This is what I have. Note, that I used multivoice with the bass notes on voice 1 and the others on voice 2:



I’m hearing it as a 4/4 time signature with a shuffle groove and some triplets in the riff.

I thought the same but, in practice, it’s not really that “shuffly” although it has a lot of natural variation. And in the bars I transcribed I felt it was pretty aligned with 8th notes.

I only transcribed the first 8 bars so, later on, there may be triplets.

I actually suspect the problem @sequences was having was between the bass notes and treble notes which are difficult to transcribe into GP with a single voice.



Thanks @Majik!

I haven’t listened much in the last couple of days. I did notice that there are timing differences between the recorded Willie Brown version and the John Heneghan cover.
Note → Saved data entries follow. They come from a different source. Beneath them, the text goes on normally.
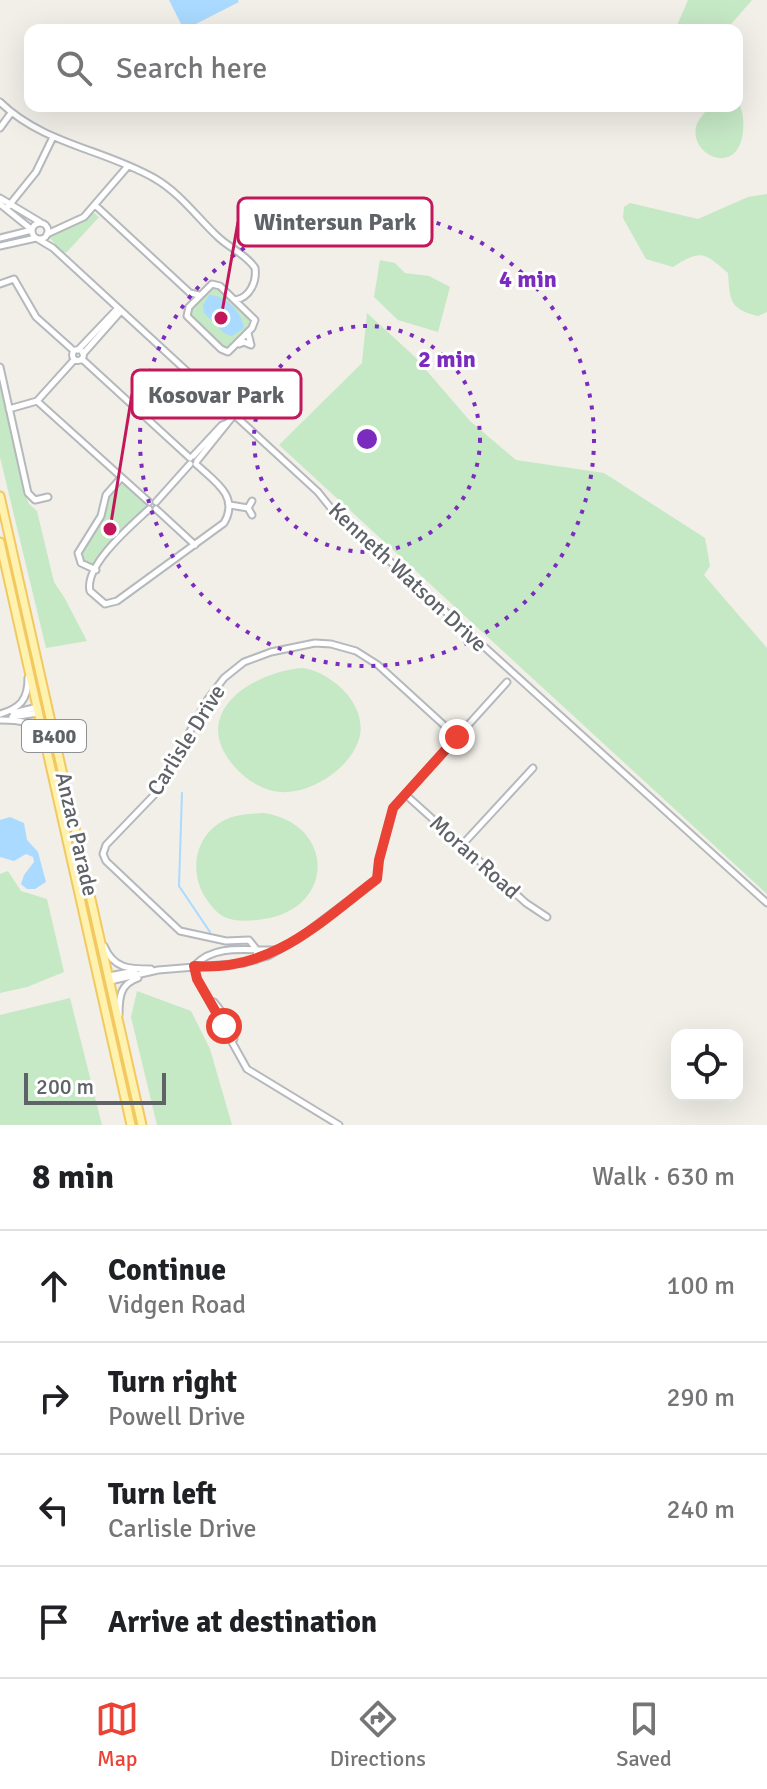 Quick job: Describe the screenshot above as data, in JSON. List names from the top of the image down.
{
  "streets": {
    "main road": ["B400", "Anzac Parade"],
    "street": ["Kenneth Watson Drive", "Carlisle Drive", "Moran Road"]
  },
  "places": ["Wintersun Park", "Kosovar Park"],
  "scale_bar": "200 m",
  "page": {
    "search": "Search here",
    "scale": "200 m",
    "heading": ["8 min", "Walk · 630 m"],
    "list": [
      ["Continue", "Vidgen Road", "100 m"],
      ["Turn right", "Powell Drive", "290 m"],
      ["Turn left", "Carlisle Drive", "240 m"],
      "Arrive at destination"
    ],
    "nav": ["Map", "Directions", "Saved"]
  },
  "rings": ["4 min", "2 min"]
}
I also found some notes that seemed to feel off tune a bit, but discarded it, so maybe having the whole be a semitone off is what I should think about.

Can you detail what you mean by multi-voice? Is it just two tracks or something different than that? All notes are played on one instrument I believe.
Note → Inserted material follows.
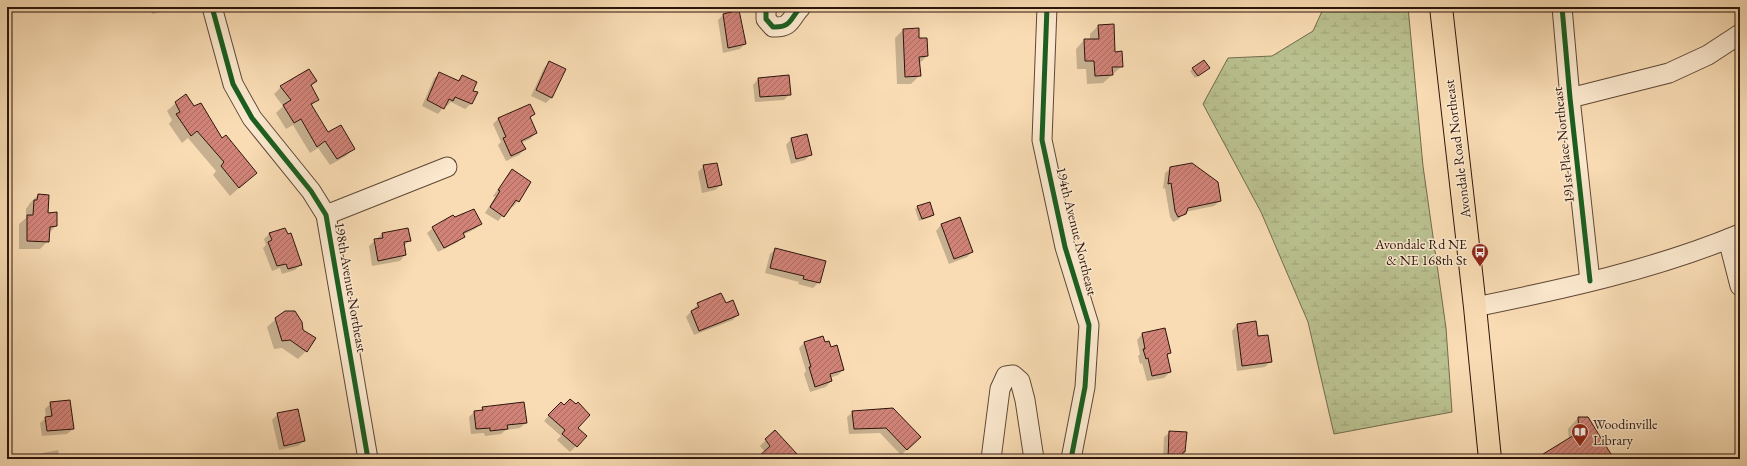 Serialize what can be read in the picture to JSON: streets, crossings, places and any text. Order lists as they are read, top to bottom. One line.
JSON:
{"streets":{"main road":["Avondale Road Northeast"],"street":["191st Place Northeast","194th Avenue Northeast","198th Avenue Northeast"]},"places":{"bus stop":["Avondale Rd NE & NE 168th St"],"library":["Woodinville Library"]}}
Those 8 bars are the bulk of the song, so I don’t see much opportunity for timing surprises. I have a lot of that under my fingers with minor timing booboos between the runs I used while learning. My goal now is to put the runs together reliably and get the small changes in place. Changes seem to generally be in the turn-around.


To me like the accents are giving it a shuffle feel, but keeping time when I listen, it does seem to be 8th notes. Maybe the hammer-ons are the triplet you hear?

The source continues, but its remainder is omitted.